I watch him closely as I speak and I see his throat bob as he swallows heavily. "Cas..."

"It's OK," I interrupt, putting a hand up to silence him. "Take your time. We're friends, and that won't change. But please, don't be afraid of me. Being closer than we are now could make us both happy, Dean, but even if it falls apart we'll still be friends, and I'll still love you, because those are facts of you and me."

Dean's eyes are soft now, the tension gone from his shoulders. "Family."

I blink at his response. "What?"

"You keep saying we're friends, but we're more than that. We're family. And... look, yeah, maybe something else too."

I break into a relieved grin and he smiles back shyly before speaking, one hand still wrapped around the opposite elbow and the other relaxed at his side. "I'll think about it, Cas. I promise. I just need some time and space. This shit messes me up. I'm sorry..."

"That's fine!" I say, probably a little too quickly. I'm just so light-headed with delight that Dean is opening up to me and being honest. I beam at him and he gazes back at me for several seconds before blinking and ducking his head.

"OK, get outta here, sunshine," he mumbles, reaching behind him and pulling open the door. I can hear the smile in his voice and I want to kiss it very, very much.

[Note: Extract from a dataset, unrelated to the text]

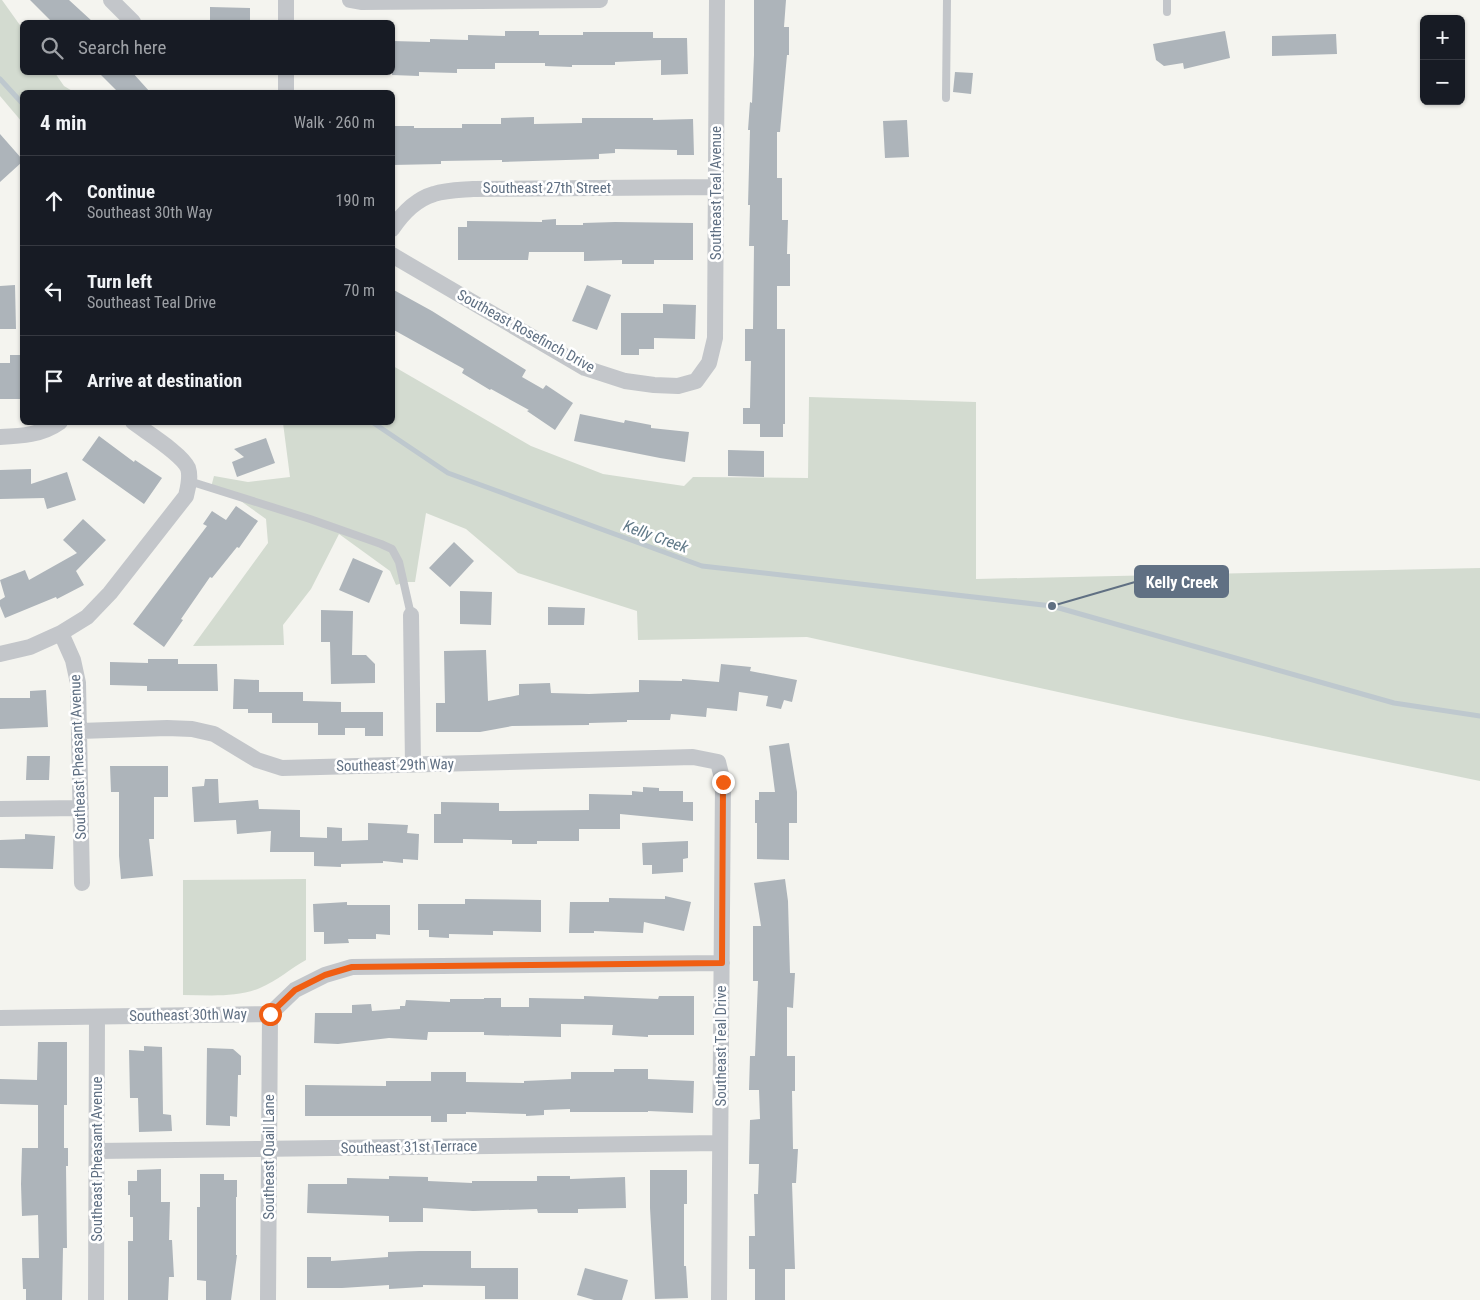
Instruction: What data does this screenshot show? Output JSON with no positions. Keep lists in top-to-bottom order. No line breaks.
{"streets":{"street":["Southeast 27th Street","Southeast Teal Avenue","Southeast Rosefinch Drive","Southeast Pheasant Avenue","Southeast 29th Way","Southeast 30th Way","Southeast Teal Drive","Southeast 31st Terrace","Southeast Quail Lane"]},"crossings":[["Southeast 27th Street","Southeast Teal Avenue"],["Southeast Teal Avenue","Southeast Rosefinch Drive"],["Southeast Pheasant Avenue","Southeast 29th Way"],["Southeast Pheasant Avenue","Southeast 30th Way"],["Southeast Pheasant Avenue","Southeast 31st Terrace"],["Southeast 29th Way","Southeast Teal Drive"],["Southeast 30th Way","Southeast Quail Lane"],["Southeast Teal Drive","Southeast 31st Terrace"],["Southeast 31st Terrace","Southeast Quail Lane"]],"water":["Kelly Creek"],"places":["Kelly Creek"],"page":{"map_buttons":["+","−"],"search":"Search here","heading":["4 min","Walk · 260 m"],"list":[["Continue","Southeast 30th Way","190 m"],["Turn left","Southeast Teal Drive","70 m"],"Arrive at destination"]}}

I walk past him without touching him, though. I just need to trust Dean to make his way to trusting me and maybe, just maybe, things will be the way they should be.

"Cas?"

I turn back so quickly that I almost overbalance and Dean smirks at me, leaning his temple against the doorframe. I flush and glare at him without any heat. He eyes me for a second, hand on the door, lingering before he pulls it shut.

"See you tomorrow?"

I smile softly. "I told you. I'm not going anywhere. See you tomorrow, Dean."